Records contained in a dataset —
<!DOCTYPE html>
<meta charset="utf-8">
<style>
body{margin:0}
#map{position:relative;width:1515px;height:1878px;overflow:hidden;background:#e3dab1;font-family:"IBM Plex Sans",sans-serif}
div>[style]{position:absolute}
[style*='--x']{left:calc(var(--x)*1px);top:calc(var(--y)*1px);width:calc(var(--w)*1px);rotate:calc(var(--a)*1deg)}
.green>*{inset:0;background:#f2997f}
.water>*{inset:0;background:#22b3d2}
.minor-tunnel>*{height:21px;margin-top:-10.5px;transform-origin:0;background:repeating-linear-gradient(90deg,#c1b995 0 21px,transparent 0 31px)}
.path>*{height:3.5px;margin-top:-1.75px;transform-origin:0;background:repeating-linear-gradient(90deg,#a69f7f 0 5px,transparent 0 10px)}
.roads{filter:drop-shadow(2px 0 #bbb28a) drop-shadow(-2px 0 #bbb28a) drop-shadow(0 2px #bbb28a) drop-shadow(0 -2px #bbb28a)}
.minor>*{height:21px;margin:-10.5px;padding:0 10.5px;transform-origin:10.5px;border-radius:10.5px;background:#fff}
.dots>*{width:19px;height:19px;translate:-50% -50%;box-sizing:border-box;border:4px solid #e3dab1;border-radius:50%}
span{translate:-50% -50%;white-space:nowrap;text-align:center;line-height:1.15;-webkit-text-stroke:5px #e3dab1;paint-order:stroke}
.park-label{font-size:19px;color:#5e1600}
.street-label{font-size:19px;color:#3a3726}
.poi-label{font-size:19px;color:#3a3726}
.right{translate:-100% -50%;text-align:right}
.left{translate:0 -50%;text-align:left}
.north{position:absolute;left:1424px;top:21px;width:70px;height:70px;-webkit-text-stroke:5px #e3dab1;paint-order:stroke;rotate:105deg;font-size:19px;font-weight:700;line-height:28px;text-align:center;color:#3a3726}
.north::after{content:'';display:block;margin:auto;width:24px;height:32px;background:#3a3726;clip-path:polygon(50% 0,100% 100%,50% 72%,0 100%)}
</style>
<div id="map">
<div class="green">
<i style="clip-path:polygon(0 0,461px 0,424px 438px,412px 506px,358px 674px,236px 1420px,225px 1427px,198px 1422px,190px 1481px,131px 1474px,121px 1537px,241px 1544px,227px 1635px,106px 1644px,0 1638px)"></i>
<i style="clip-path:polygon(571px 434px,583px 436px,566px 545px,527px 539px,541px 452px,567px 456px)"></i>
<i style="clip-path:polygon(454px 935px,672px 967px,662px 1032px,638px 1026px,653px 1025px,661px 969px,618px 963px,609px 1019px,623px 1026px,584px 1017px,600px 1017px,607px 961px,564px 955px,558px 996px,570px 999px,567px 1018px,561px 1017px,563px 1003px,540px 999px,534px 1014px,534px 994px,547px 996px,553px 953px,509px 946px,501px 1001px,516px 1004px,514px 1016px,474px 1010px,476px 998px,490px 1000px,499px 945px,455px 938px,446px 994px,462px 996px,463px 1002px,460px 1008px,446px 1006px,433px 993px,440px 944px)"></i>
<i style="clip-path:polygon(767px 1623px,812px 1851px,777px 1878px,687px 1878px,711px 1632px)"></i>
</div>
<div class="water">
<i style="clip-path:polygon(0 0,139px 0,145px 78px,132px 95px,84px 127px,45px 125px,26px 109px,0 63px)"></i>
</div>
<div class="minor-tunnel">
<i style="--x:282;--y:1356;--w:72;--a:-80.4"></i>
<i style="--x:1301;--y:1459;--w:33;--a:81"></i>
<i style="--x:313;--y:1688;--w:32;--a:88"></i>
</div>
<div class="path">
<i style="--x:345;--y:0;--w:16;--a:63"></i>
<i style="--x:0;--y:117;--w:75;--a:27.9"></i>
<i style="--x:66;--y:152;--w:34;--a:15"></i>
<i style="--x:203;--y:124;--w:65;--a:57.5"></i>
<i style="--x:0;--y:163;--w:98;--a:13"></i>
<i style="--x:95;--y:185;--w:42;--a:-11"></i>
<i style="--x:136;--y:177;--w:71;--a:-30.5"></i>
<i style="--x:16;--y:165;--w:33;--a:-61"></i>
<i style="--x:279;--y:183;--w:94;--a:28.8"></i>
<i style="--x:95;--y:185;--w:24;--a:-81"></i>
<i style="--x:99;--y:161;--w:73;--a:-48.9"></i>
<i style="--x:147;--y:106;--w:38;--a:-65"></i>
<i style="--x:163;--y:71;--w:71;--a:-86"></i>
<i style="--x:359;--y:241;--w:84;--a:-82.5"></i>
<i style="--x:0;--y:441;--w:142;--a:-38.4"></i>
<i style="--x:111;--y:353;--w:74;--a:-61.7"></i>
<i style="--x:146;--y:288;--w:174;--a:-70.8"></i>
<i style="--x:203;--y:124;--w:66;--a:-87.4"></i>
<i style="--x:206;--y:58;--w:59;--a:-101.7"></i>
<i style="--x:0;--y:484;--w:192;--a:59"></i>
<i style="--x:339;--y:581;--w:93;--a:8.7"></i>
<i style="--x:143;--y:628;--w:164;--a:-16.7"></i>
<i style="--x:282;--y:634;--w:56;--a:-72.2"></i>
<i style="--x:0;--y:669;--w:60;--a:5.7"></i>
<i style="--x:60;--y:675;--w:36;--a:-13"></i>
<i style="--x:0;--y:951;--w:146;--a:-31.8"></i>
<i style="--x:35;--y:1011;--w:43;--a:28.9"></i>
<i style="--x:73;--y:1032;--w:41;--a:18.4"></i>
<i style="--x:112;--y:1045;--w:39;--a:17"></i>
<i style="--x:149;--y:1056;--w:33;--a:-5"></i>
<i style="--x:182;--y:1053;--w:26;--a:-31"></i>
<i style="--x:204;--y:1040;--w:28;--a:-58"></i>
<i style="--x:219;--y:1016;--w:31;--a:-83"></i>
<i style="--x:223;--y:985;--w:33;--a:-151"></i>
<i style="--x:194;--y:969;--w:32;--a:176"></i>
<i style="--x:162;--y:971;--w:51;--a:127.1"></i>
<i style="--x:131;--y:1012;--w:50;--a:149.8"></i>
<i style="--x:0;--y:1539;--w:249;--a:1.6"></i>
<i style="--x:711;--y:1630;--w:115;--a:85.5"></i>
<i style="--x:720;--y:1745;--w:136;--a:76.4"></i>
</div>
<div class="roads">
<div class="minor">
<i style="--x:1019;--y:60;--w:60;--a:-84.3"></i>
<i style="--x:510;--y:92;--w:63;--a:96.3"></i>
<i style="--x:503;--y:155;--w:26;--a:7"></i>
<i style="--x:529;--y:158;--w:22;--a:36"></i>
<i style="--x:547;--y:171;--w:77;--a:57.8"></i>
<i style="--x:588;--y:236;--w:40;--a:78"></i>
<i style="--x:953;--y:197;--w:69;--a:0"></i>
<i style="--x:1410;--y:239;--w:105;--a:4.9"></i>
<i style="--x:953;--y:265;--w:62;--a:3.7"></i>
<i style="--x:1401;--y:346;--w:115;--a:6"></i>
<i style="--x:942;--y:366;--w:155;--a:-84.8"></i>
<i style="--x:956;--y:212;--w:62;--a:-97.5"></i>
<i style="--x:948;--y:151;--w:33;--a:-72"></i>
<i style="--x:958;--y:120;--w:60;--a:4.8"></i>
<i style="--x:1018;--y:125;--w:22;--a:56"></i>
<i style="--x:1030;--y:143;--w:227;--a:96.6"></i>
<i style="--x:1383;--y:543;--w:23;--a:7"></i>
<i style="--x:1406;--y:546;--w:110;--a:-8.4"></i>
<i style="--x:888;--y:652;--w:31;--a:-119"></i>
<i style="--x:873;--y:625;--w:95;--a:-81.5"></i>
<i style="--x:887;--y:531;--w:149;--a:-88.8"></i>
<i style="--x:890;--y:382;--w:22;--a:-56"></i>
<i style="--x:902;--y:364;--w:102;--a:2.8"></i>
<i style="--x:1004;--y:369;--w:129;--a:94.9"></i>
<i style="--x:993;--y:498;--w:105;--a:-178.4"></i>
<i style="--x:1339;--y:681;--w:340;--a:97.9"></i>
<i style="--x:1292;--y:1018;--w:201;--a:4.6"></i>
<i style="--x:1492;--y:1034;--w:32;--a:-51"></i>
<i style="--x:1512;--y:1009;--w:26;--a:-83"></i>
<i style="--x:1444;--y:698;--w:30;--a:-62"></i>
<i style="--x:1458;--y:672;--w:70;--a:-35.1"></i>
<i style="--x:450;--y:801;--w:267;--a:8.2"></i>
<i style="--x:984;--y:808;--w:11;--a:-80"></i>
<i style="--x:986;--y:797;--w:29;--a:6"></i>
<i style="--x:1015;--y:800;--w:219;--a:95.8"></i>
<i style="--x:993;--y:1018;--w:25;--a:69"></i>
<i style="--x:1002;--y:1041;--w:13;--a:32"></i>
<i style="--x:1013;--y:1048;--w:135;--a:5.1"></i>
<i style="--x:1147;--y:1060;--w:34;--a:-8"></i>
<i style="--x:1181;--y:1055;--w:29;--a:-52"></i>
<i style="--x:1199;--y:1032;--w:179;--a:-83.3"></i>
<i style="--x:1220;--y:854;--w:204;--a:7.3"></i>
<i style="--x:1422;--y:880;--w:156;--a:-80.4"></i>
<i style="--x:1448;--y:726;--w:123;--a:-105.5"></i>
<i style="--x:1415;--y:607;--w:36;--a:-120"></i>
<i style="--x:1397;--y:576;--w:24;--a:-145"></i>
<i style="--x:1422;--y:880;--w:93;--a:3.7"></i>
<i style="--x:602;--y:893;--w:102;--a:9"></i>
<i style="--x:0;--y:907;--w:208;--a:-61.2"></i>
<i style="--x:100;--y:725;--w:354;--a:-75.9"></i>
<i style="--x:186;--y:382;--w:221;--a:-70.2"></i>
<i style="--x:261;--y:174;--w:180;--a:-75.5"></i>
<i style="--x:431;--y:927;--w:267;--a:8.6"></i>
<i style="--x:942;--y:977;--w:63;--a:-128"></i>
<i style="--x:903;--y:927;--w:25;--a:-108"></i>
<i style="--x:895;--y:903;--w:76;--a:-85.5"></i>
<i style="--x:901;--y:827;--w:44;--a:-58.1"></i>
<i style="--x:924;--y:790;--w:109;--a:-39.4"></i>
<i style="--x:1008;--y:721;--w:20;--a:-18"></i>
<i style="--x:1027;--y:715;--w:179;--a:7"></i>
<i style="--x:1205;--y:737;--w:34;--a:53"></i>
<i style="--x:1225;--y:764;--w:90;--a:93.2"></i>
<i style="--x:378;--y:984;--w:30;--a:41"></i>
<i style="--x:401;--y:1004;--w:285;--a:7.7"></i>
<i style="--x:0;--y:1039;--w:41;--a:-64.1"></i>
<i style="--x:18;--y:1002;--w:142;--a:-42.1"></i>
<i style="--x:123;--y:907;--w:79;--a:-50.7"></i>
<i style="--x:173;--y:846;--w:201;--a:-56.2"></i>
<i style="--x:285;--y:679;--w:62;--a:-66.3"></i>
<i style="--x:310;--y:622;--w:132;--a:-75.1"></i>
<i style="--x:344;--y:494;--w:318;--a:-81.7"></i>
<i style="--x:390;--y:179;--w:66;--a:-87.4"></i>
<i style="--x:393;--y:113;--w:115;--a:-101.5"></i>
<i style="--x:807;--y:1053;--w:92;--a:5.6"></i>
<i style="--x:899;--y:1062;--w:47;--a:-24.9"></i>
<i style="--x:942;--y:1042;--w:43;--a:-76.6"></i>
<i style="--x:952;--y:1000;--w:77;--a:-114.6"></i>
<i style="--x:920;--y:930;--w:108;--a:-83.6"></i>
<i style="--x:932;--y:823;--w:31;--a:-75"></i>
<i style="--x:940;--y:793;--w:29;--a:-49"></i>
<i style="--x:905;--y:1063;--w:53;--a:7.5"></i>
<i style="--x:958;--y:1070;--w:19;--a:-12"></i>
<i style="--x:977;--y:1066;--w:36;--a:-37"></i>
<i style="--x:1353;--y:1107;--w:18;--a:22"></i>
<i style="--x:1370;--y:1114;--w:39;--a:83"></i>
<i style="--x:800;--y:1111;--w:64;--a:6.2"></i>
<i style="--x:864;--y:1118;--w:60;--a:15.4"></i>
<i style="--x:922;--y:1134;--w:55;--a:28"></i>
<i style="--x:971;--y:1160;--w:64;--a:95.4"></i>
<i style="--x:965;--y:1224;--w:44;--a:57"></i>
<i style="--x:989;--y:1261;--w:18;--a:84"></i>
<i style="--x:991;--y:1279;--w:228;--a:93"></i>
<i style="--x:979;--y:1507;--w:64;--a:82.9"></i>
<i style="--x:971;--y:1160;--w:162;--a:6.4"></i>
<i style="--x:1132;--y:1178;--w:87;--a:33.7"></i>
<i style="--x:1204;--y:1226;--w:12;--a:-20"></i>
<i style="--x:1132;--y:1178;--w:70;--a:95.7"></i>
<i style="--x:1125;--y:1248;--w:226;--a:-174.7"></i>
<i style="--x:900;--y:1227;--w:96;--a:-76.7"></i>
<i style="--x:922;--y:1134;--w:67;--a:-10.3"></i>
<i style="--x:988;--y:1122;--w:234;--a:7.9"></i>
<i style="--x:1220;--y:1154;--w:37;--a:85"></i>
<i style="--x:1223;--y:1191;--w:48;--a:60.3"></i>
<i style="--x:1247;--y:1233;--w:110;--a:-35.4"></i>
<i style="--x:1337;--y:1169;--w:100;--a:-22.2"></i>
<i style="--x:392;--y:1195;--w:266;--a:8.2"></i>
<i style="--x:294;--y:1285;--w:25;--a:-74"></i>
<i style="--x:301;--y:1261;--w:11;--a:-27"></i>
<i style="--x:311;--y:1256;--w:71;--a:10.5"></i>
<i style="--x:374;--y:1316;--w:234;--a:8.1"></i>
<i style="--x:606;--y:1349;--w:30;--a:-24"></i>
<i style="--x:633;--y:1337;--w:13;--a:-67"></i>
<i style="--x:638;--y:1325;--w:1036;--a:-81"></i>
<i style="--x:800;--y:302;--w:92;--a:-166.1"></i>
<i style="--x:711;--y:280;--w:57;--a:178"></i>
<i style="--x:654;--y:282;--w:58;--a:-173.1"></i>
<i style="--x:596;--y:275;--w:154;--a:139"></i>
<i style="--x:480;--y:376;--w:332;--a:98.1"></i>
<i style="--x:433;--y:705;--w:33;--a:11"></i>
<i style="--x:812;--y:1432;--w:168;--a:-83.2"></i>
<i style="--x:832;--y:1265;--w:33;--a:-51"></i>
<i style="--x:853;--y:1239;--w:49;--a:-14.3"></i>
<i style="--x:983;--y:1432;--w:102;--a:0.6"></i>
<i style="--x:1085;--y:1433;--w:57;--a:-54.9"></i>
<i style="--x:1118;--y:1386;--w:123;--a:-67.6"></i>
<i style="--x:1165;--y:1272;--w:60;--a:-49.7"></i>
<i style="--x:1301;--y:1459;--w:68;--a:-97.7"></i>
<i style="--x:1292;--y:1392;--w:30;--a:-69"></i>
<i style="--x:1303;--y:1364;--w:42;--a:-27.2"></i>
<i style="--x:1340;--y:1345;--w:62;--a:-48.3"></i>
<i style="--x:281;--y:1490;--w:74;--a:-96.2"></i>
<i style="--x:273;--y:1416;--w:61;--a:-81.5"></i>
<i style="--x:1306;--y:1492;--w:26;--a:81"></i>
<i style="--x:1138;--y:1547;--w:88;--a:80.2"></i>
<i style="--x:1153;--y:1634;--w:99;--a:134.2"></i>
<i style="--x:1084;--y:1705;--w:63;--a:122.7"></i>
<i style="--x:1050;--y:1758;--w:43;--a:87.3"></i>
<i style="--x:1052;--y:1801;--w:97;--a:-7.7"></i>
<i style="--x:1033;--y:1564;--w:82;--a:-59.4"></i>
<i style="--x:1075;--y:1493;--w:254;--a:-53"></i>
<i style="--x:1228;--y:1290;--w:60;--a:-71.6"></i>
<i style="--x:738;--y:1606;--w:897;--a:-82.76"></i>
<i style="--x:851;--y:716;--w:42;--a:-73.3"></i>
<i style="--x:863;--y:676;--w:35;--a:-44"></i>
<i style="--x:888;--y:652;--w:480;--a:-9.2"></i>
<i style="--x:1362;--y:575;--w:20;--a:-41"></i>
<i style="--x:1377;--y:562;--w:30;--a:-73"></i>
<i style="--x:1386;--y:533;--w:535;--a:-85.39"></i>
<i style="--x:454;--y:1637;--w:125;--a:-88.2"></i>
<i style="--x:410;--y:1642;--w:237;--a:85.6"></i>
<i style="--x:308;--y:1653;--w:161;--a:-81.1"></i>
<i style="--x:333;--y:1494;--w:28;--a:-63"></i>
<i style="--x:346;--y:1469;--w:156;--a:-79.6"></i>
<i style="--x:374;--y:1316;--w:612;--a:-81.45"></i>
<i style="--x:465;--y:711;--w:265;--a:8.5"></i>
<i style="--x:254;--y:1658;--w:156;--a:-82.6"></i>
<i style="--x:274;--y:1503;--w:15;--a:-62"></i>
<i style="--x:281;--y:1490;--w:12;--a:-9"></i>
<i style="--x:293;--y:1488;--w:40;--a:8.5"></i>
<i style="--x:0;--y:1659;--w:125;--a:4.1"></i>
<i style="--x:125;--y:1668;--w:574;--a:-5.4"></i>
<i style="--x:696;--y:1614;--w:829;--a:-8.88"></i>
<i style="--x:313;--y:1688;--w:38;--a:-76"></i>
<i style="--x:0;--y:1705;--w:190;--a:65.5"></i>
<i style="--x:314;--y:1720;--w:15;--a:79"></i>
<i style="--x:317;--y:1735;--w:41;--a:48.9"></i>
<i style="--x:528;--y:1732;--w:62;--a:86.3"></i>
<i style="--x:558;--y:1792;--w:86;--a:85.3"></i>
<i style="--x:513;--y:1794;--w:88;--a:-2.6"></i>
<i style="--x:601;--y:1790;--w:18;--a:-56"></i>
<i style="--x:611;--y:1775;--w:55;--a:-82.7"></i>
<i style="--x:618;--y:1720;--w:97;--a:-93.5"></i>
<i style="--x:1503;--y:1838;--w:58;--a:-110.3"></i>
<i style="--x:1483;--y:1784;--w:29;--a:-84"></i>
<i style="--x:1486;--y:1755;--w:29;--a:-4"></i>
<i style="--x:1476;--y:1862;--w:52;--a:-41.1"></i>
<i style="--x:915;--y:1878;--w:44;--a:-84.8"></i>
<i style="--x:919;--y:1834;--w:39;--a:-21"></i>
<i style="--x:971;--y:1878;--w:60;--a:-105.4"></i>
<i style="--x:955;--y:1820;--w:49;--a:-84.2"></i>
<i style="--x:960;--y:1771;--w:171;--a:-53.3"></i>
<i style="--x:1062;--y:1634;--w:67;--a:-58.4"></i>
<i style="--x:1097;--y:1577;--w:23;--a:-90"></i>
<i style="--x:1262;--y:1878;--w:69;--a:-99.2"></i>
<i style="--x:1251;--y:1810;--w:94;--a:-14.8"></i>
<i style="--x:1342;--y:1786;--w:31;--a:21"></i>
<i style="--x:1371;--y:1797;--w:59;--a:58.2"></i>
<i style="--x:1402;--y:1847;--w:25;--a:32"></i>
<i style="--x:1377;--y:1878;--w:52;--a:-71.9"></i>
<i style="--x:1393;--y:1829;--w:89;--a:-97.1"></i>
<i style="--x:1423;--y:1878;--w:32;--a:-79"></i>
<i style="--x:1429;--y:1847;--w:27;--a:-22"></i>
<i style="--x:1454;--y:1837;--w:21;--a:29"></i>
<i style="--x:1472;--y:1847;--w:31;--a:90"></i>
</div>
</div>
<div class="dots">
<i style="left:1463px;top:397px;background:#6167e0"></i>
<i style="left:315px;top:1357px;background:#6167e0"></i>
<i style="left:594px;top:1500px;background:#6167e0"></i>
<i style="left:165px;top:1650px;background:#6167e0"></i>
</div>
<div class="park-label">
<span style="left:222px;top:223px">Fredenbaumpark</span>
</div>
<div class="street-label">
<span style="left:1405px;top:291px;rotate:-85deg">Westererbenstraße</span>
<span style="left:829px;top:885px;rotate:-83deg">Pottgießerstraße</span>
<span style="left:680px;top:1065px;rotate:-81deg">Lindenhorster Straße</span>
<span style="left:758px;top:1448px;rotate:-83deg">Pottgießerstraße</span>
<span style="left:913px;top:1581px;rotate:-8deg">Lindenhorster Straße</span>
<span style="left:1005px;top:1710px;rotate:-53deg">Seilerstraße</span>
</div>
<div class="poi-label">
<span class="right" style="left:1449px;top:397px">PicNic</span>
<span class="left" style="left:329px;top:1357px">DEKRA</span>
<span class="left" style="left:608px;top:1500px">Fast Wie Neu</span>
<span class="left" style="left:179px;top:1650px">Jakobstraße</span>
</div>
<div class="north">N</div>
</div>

PROBLEM DESCRIPTION — From the opening line of the data above through the line holding "0 5px,transparent 0", give every line again exactly as it stands.

SOLVED PROBLEM —
<!DOCTYPE html>
<meta charset="utf-8">
<style>
body{margin:0}
#map{position:relative;width:1515px;height:1878px;overflow:hidden;background:#e3dab1;font-family:"IBM Plex Sans",sans-serif}
div>[style]{position:absolute}
[style*='--x']{left:calc(var(--x)*1px);top:calc(var(--y)*1px);width:calc(var(--w)*1px);rotate:calc(var(--a)*1deg)}
.green>*{inset:0;background:#f2997f}
.water>*{inset:0;background:#22b3d2}
.minor-tunnel>*{height:21px;margin-top:-10.5px;transform-origin:0;background:repeating-linear-gradient(90deg,#c1b995 0 21px,transparent 0 31px)}
.path>*{height:3.5px;margin-top:-1.75px;transform-origin:0;background:repeating-linear-gradient(90deg,#a69f7f 0 5px,transparent 0 10px)}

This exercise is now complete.